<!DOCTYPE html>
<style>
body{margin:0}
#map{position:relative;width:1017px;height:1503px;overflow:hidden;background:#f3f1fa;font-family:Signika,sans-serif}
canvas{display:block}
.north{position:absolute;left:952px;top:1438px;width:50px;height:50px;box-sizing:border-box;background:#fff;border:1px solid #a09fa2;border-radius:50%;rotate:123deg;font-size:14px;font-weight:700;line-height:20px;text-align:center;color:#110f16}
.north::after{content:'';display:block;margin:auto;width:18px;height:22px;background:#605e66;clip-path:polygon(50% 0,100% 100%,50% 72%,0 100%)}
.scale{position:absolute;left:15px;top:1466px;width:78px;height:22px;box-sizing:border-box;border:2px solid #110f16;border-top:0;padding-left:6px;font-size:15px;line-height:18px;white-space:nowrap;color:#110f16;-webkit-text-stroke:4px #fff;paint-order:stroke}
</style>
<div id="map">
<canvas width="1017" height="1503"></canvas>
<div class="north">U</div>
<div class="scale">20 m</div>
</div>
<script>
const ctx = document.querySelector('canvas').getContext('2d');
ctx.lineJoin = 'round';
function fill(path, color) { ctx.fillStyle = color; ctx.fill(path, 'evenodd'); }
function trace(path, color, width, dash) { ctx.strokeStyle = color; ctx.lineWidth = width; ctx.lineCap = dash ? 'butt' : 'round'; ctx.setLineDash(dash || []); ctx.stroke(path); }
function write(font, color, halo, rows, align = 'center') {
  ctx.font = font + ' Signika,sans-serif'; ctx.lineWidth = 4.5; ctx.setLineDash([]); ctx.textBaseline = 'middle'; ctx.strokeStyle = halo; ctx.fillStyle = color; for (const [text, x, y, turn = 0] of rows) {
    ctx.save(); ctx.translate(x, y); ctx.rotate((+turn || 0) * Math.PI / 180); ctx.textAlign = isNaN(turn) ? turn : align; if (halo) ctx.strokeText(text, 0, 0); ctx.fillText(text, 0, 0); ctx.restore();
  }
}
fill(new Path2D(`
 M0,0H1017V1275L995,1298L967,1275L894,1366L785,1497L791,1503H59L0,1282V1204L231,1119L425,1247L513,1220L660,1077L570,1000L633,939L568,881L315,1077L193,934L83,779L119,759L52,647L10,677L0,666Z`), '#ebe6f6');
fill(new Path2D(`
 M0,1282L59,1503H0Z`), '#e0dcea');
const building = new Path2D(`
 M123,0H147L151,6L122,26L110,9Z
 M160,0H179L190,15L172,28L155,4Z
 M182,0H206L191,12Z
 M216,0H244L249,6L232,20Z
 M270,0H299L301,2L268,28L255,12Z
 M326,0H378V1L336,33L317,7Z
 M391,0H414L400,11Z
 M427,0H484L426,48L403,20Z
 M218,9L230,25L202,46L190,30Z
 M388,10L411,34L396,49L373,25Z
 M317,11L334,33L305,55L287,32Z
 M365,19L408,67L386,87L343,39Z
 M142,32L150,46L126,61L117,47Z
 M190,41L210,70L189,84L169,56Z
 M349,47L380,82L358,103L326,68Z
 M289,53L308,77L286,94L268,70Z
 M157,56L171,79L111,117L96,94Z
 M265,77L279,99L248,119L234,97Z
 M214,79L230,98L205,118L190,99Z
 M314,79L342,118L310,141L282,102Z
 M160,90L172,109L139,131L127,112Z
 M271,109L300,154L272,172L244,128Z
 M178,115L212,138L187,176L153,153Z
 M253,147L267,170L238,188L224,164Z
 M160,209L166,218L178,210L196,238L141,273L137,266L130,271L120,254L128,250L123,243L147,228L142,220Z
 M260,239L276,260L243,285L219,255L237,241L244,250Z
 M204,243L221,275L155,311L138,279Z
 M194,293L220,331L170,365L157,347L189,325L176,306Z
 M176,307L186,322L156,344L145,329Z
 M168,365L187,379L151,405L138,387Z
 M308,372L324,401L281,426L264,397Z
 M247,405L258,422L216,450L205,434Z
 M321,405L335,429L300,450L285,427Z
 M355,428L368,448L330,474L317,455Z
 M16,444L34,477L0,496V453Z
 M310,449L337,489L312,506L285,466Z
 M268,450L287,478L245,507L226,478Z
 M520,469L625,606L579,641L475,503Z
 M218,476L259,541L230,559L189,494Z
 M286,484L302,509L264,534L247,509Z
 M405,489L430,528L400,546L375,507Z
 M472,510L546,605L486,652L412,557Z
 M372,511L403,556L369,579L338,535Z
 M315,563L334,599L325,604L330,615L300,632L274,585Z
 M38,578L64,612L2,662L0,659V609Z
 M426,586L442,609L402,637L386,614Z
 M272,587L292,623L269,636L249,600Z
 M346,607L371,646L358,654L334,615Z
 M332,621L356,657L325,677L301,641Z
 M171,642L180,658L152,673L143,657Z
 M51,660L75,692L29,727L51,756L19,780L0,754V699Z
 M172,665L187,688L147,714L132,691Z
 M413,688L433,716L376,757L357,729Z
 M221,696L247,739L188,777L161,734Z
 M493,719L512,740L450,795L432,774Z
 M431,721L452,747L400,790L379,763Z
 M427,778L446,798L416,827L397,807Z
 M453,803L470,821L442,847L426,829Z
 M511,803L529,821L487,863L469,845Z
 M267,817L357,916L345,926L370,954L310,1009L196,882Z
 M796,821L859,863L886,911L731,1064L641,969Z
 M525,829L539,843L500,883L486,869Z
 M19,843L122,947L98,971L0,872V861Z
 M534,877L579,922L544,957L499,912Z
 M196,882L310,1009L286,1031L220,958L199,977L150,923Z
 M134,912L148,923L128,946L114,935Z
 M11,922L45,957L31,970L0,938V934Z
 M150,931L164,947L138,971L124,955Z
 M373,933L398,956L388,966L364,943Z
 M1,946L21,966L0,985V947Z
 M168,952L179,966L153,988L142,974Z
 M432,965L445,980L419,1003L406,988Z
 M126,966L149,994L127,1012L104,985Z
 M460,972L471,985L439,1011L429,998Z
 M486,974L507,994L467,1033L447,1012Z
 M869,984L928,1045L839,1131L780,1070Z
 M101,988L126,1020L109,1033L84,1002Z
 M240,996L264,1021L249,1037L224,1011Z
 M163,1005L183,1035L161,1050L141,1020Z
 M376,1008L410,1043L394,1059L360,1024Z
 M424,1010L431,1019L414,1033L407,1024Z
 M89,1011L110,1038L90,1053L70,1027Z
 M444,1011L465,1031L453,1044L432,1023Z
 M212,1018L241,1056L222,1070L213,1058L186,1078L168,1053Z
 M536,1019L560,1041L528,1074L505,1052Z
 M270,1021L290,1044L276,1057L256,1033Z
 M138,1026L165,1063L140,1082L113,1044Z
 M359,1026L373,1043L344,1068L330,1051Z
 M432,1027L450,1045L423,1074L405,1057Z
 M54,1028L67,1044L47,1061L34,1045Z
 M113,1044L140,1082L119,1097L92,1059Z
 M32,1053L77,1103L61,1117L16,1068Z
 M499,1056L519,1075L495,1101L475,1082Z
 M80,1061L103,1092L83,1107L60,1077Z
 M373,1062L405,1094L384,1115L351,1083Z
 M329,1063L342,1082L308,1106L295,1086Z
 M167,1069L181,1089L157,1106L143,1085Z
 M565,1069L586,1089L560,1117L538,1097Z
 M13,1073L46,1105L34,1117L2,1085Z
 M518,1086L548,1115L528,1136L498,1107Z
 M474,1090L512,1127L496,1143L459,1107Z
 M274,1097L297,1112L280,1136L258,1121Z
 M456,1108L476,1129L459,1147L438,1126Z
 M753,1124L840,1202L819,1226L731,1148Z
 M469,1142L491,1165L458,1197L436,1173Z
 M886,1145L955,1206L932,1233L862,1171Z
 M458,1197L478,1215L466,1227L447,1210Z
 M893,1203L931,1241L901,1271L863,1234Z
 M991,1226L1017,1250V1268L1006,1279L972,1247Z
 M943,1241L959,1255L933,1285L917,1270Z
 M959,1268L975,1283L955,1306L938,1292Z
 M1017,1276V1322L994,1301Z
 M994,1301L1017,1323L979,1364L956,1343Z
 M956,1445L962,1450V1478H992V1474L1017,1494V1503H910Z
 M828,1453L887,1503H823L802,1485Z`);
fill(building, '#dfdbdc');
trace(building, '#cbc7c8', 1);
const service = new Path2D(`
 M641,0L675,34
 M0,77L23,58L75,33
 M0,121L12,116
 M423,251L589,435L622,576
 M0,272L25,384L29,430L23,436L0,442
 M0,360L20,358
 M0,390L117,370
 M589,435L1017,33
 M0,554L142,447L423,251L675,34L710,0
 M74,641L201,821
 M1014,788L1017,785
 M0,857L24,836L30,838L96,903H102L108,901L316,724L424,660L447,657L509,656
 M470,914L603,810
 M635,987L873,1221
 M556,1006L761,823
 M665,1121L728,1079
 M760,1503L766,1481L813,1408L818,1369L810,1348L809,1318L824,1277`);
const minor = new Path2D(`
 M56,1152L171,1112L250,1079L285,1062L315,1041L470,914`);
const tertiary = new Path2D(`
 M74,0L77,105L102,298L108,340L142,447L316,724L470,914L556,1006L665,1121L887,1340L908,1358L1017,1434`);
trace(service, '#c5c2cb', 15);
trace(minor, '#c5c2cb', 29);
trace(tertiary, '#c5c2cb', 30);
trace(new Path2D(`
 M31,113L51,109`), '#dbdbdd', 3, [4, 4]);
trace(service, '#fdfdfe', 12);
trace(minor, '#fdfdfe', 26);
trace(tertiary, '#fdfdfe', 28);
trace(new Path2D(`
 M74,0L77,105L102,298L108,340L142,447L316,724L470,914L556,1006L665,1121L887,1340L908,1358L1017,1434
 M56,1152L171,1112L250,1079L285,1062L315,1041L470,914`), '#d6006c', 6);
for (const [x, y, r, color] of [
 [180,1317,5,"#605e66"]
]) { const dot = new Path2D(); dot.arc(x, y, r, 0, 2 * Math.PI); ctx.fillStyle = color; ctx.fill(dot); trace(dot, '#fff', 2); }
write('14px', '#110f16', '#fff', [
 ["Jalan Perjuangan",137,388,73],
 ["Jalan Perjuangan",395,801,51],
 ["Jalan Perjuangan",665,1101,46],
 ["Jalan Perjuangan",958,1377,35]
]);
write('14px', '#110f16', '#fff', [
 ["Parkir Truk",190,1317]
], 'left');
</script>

※ ※ ※

Exercise goal
When a line of the records holds the word "canvas", copy that line.

Written answer
canvas{display:block}
<canvas width="1017" height="1503"></canvas>
const ctx = document.querySelector('canvas').getContext('2d');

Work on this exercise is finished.